What you will do =
What lines below contain the word "Days"? Please pull each one out.

*** Information given ***

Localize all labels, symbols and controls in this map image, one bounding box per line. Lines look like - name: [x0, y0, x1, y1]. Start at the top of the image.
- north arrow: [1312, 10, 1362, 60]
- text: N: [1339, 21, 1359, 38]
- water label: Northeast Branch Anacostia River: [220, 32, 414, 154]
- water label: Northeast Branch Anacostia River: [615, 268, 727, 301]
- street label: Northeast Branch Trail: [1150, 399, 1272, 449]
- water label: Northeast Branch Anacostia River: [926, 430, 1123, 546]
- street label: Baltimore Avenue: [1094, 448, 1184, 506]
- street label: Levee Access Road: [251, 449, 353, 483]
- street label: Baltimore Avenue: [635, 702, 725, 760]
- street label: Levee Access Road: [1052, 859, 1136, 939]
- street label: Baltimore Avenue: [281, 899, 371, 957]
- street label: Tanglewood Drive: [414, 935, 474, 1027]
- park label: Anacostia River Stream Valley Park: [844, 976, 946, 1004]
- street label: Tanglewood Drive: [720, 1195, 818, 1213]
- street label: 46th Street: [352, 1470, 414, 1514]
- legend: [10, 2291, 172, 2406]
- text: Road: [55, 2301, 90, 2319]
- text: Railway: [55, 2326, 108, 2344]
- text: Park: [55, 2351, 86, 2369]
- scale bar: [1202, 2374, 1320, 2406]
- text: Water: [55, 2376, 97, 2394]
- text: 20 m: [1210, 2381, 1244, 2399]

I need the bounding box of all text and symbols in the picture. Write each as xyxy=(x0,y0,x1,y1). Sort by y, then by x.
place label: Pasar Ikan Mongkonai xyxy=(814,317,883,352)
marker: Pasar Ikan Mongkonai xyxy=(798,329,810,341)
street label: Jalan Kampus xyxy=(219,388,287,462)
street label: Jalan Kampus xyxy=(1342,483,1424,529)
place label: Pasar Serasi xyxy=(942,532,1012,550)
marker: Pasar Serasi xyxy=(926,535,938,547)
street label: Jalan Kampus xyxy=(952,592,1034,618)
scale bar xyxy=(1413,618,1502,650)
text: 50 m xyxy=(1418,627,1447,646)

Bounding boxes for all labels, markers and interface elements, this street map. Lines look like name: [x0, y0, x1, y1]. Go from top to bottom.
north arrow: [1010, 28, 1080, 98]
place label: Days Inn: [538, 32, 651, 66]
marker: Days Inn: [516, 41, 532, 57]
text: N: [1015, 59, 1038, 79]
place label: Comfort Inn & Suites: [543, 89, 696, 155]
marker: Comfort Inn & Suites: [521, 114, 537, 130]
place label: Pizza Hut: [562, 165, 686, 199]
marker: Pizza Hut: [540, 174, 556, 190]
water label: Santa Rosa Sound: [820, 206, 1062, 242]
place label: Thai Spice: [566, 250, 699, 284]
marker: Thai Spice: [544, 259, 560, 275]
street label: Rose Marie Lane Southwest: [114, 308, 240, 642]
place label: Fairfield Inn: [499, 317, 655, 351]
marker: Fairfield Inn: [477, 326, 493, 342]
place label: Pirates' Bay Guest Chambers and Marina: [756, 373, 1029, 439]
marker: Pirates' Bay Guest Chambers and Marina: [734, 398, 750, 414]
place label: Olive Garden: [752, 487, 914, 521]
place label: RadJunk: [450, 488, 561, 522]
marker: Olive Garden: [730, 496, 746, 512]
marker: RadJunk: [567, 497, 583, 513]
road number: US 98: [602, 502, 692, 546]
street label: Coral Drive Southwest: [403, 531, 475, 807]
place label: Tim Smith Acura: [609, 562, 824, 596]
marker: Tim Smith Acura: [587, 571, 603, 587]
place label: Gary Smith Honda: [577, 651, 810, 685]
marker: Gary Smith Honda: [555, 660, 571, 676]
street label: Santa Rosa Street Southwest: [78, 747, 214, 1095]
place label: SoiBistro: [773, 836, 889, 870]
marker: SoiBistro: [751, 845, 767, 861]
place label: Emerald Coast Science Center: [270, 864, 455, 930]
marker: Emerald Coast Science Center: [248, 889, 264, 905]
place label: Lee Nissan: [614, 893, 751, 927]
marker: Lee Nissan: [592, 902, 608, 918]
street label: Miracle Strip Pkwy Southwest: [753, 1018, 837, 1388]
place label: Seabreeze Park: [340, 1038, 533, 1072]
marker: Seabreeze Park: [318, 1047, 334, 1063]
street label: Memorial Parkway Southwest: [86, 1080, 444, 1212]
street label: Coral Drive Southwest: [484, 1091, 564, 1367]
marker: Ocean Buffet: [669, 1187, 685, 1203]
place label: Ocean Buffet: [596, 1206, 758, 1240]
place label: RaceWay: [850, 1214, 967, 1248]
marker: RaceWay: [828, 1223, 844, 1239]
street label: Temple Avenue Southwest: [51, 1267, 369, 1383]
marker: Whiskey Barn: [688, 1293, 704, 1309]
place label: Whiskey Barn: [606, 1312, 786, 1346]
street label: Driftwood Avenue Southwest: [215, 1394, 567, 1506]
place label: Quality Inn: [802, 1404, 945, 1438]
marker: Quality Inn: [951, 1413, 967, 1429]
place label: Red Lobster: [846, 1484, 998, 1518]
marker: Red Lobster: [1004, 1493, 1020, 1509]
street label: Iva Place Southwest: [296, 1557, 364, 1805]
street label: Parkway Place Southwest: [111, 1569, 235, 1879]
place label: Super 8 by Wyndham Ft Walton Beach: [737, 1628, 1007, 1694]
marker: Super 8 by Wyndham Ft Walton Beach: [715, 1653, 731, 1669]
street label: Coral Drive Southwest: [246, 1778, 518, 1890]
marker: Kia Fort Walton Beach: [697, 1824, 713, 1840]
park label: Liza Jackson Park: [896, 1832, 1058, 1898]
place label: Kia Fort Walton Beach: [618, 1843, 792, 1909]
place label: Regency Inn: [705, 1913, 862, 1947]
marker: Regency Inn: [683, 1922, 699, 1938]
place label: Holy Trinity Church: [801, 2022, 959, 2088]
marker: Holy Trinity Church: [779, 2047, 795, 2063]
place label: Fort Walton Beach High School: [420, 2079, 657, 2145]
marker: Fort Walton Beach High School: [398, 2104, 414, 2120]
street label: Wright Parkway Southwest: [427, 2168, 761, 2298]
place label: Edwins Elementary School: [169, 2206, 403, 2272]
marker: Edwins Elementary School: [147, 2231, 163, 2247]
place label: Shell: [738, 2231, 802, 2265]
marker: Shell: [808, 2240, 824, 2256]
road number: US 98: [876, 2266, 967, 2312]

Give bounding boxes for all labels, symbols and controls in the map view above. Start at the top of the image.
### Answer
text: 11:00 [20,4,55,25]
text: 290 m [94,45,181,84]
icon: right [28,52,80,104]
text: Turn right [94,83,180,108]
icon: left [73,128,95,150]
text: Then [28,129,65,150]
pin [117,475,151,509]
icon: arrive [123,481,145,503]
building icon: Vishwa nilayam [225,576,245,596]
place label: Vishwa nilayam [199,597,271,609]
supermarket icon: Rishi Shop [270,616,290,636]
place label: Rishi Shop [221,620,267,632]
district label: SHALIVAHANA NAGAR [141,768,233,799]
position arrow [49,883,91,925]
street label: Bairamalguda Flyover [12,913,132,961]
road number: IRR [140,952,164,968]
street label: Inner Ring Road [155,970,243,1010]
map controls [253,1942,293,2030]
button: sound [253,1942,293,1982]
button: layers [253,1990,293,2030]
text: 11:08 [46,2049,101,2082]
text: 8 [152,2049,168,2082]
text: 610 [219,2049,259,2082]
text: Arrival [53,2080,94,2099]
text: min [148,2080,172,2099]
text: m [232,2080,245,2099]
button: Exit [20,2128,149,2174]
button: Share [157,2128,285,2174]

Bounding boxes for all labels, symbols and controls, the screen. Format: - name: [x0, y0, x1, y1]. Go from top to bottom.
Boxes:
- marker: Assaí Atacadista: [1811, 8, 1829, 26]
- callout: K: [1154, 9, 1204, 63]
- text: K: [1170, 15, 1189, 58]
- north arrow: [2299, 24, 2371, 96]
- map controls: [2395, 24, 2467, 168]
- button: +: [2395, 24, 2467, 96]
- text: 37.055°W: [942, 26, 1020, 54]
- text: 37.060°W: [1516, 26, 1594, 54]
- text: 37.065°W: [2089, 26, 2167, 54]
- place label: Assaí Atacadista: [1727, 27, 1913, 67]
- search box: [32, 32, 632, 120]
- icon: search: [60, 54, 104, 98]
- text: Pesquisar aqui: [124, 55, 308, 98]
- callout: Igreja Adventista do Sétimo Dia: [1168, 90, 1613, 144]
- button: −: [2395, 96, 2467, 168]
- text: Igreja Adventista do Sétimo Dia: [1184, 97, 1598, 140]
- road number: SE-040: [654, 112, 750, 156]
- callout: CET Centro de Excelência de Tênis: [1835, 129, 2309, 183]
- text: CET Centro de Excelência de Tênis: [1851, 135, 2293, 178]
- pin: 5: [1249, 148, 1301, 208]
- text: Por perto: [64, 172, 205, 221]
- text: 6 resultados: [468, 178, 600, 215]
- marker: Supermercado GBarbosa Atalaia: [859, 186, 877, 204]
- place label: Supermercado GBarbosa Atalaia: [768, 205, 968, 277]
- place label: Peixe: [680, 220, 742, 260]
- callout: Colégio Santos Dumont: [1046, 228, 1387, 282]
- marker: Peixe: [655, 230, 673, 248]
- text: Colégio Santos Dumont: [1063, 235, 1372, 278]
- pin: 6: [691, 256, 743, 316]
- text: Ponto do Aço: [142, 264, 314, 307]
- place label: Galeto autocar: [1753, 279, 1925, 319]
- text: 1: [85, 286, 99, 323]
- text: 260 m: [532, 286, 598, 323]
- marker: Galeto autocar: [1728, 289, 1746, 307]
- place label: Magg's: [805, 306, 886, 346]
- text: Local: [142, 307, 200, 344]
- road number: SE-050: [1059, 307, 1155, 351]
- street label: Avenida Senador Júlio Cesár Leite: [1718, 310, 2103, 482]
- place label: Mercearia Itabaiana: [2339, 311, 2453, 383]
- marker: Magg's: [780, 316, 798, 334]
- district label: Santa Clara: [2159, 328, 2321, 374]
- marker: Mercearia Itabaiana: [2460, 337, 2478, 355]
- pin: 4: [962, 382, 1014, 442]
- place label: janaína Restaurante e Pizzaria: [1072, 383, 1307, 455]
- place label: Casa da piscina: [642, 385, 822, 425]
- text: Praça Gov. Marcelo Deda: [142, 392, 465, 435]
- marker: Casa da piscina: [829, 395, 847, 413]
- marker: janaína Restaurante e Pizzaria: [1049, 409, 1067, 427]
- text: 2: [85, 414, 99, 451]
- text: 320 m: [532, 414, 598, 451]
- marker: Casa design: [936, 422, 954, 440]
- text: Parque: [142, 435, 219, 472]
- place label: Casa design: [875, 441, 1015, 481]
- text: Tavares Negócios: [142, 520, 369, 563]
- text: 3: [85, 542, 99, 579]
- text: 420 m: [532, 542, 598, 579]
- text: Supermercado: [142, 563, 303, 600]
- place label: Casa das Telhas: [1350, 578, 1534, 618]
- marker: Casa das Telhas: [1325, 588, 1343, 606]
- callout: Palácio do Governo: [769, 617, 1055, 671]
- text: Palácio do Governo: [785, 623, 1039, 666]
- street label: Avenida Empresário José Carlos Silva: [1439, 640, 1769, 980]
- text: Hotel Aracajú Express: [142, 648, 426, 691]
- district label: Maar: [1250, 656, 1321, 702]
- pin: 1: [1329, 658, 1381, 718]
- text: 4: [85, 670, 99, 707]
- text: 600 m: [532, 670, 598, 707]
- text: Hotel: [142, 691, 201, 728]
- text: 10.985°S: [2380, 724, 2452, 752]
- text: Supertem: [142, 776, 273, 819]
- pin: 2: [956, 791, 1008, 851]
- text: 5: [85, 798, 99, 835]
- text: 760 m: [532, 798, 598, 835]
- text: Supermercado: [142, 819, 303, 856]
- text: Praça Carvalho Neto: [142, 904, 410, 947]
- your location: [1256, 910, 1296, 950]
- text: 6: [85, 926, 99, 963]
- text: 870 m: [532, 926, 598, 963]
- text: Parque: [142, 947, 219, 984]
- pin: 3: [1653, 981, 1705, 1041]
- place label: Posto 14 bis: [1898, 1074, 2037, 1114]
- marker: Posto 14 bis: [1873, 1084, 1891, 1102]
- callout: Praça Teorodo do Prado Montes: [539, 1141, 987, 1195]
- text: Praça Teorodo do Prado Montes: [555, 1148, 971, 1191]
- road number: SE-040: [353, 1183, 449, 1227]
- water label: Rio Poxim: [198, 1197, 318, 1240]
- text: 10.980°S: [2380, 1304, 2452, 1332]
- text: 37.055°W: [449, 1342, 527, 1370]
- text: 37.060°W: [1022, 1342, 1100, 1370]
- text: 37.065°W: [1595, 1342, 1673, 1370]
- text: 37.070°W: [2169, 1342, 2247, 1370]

*** End of Information given ***

Response to this exercise =
place label: Days Inn: [538, 32, 651, 66]
marker: Days Inn: [516, 41, 532, 57]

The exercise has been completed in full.